You can prove it if you take a complete ordered field as a given, ironically.

I would assert that the result obtained from the inductive step is not a proof, because the hypothesis, the fact that it is true for all integers, was not proved.

you're not getting it.
you prove 2 things:
P(1)
P(n) => P(n+1)
having those two, you can prove P(5) by using
P(1) & P(1) => P(2) & P(2) => P(3) & ....
and same for any integer

Wouldn't it be necessary to prove that P(n) is true for all n?

> inb4 "the P(1) base case is true, thus making the precedent true"
then it's obviously not proven for all other n, thus preventing the "domino effect"
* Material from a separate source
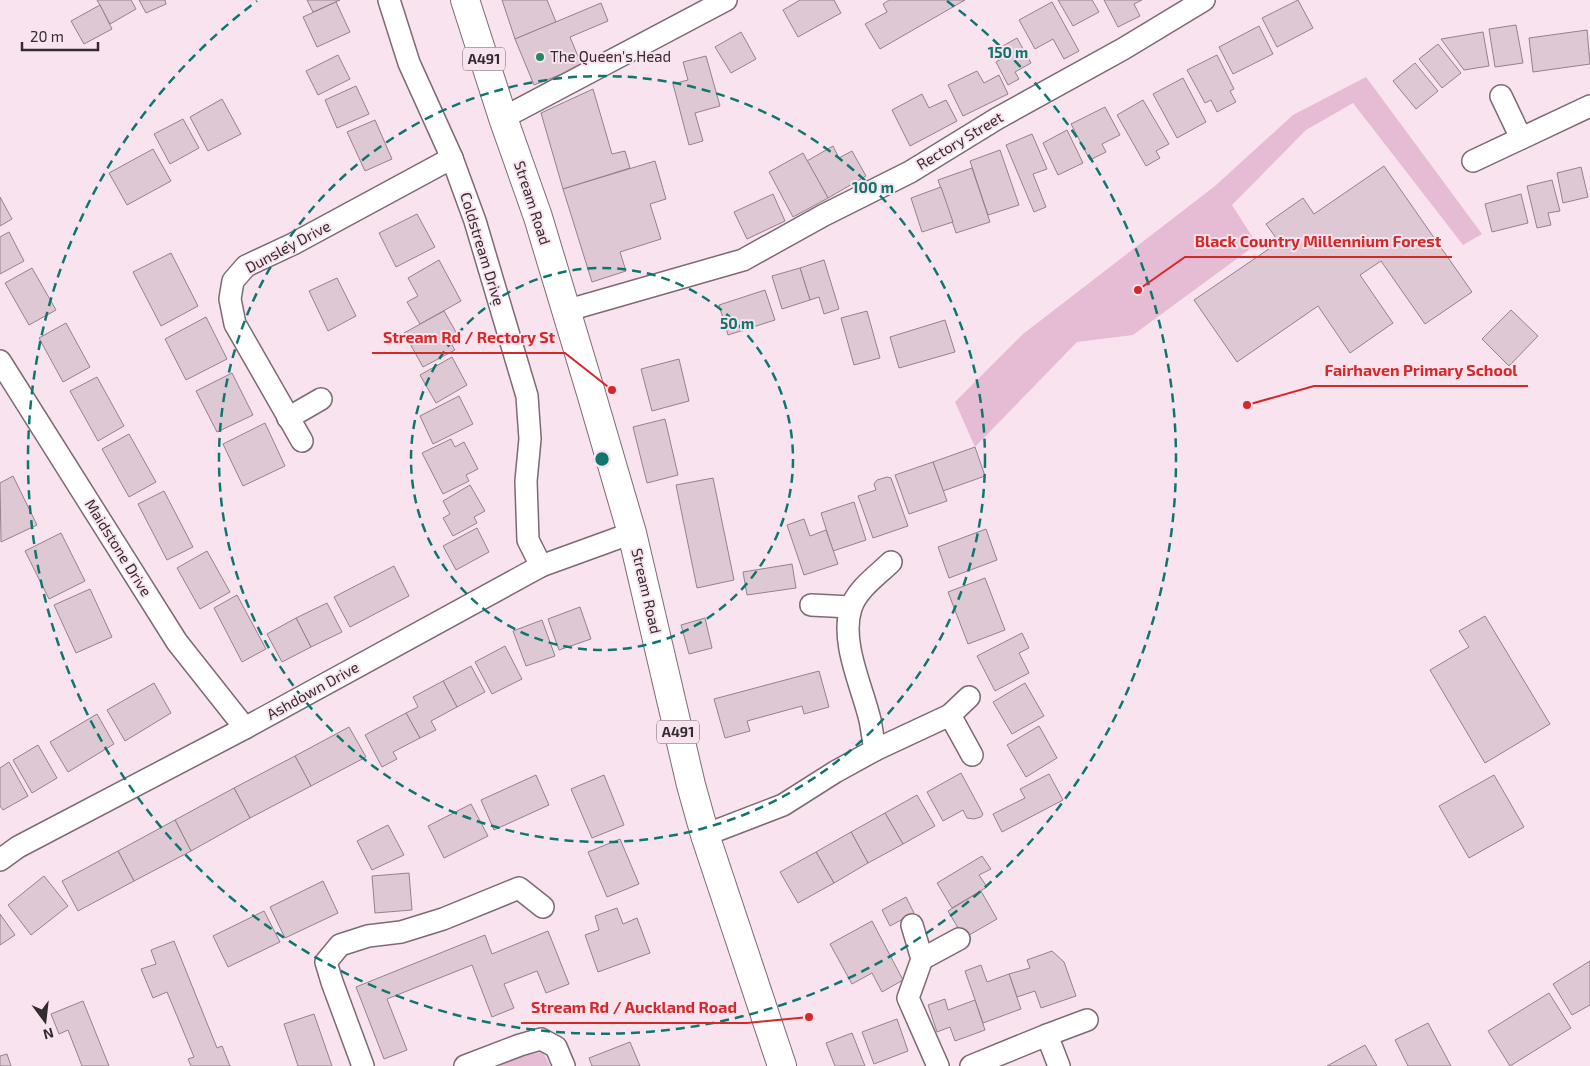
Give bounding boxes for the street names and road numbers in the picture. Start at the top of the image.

Assume it's not true, then there exists a smaller integer n for which it fails(by well ordering). But then its true for n-1 and by induction proof it's true for n, a contradiction, therefore it's true for all n.

QED,

I was wrong, I meant to say natural number.

no.
you have proved that P(1) and that P(n) implies P(n+1).
thus P(1) => P(2) and P(2) is true
so then P(2) => P(3) and P(3) is true

and so on
come on man

You fucking retard.
If you prove P=>Q, you've proven nothing about P or Q on their own. So when you show P(n)=>P(n+1), you're only showing that a certain relationship must hold in the situation that P(n) happens to be true. You are not saying that P(n) itself is true. However, the base case comes in handy because (P^(P=>Q))=>Q necessarily, so P(base)^(P(n)=>P(n+1)) necessarily implies P(base + 1)

There's a few things that is going on. First of all, the inductive hypothesis states "Let n be an integer. If theorem is true for n, then theorem is true for n+1." This is different from saying that the theorem is true for all n. It is only stating that the theorem is true for a case in which the preceding case is true. Proving that the inductive hypothesis is true is a completely valid step, as it alone does not prove the theorem. In order to use the inductive hypothesis, you need a base case, which allows for your "domino effect".
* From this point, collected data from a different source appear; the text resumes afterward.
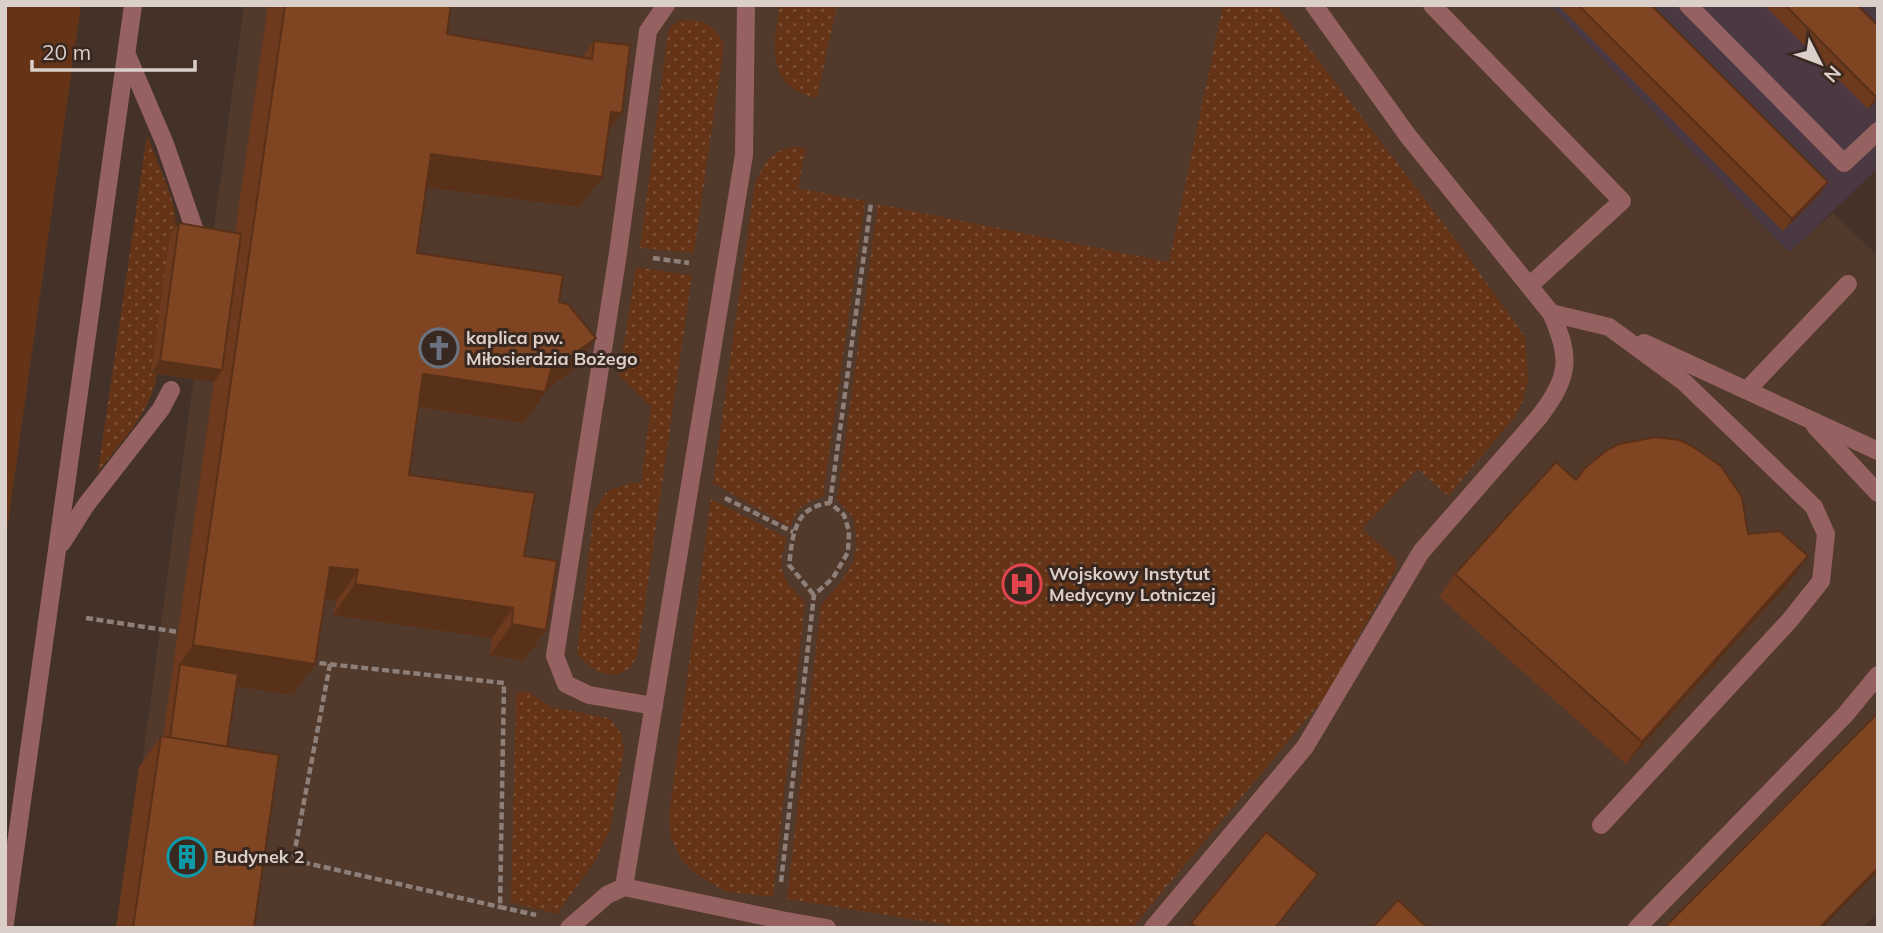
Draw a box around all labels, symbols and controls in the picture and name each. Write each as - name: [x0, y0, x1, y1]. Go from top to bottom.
- scale bar: [32, 28, 194, 72]
- north arrow: [1785, 28, 1855, 98]
- text: 20 m: [42, 39, 91, 65]
- text: N: [1819, 61, 1846, 88]
- place label: kaplica pw. Miłosierdzia Bożego: [466, 326, 638, 370]
- church icon: kaplica pw. Miłosierdzia Bożego: [418, 327, 460, 369]
- place label: Wojskowy Instytut Medycyny Lotniczej: [1049, 562, 1216, 606]
- hospital icon: Wojskowy Instytut Medycyny Lotniczej: [1001, 563, 1043, 605]
- building icon: Budynek 2: [166, 836, 208, 878]
- place label: Budynek 2: [214, 845, 304, 868]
Ok. But ladders end and the snake will eventually fall of because of his belief in induction.

...

thanks a lot

So does induction rely on the axiom of induction or is the latter only the formalisation of a true statement that can be proved otherwise (but why is it called an axiom then)?

The two are equivalent

calm down, breathe and read again.
Let us assume this hypothesis is true for AN integer N.
Which you MUST HAVE PROVEN already.

This is now understood. The only uncertainty I have is about the axiom (why it is required). It seems it is "only" a shortcut, to apply induction to all integers in one step.

r1 = a1
Representation = Abstract
Abstract = Representation
Induction by rule of observed constancy.
It is possible it's circular logic?
Yes, but circular logic isn't inherently wrong, it's only "wrong" when baseless presumptions are used.

It is not a shortcut. Although, given a valid base case and induction hypothesis, we are able to prove that our theorem holds for some finite subset of the natural numbers, by tedious construction. However, if we want to claim it holds for the (countably) infinite set of natural numbers, we require an axiom.

>They lead to a more general idea
false. it is a choice to have the inference rule ''induction schema''

It is possible to believe the Peano axioms to be inconsistent, but only if you believe all models of Robinson arithmetic to be nonstandard.

In other words, if you believe every model of arithmetic has infinite descending chains.

Of course, even if you believe the latter, you can still believe PA to be consistent. There exist nonstandard models of PA.

Also, even if all models of arithmetic are nonstandard, if you believe in the consistency of ZF you believe in the consistency of PA.

So basically you have to be really daft to reject PA. You have to both reject set theory and visualize the natural numbers as having an infinite descending chain.

>>
>Well ordering principle is perfectly reasonable
>2016

assume case n is correct
1+2+...+n = n(n+1)/2
how about n+1
[n]([n]+1)/2 + (n+1) = ....(lots of boring manipulation)
...= [n+1]([n+1]+1)/2
so that proves you can get from [n] to [n+1]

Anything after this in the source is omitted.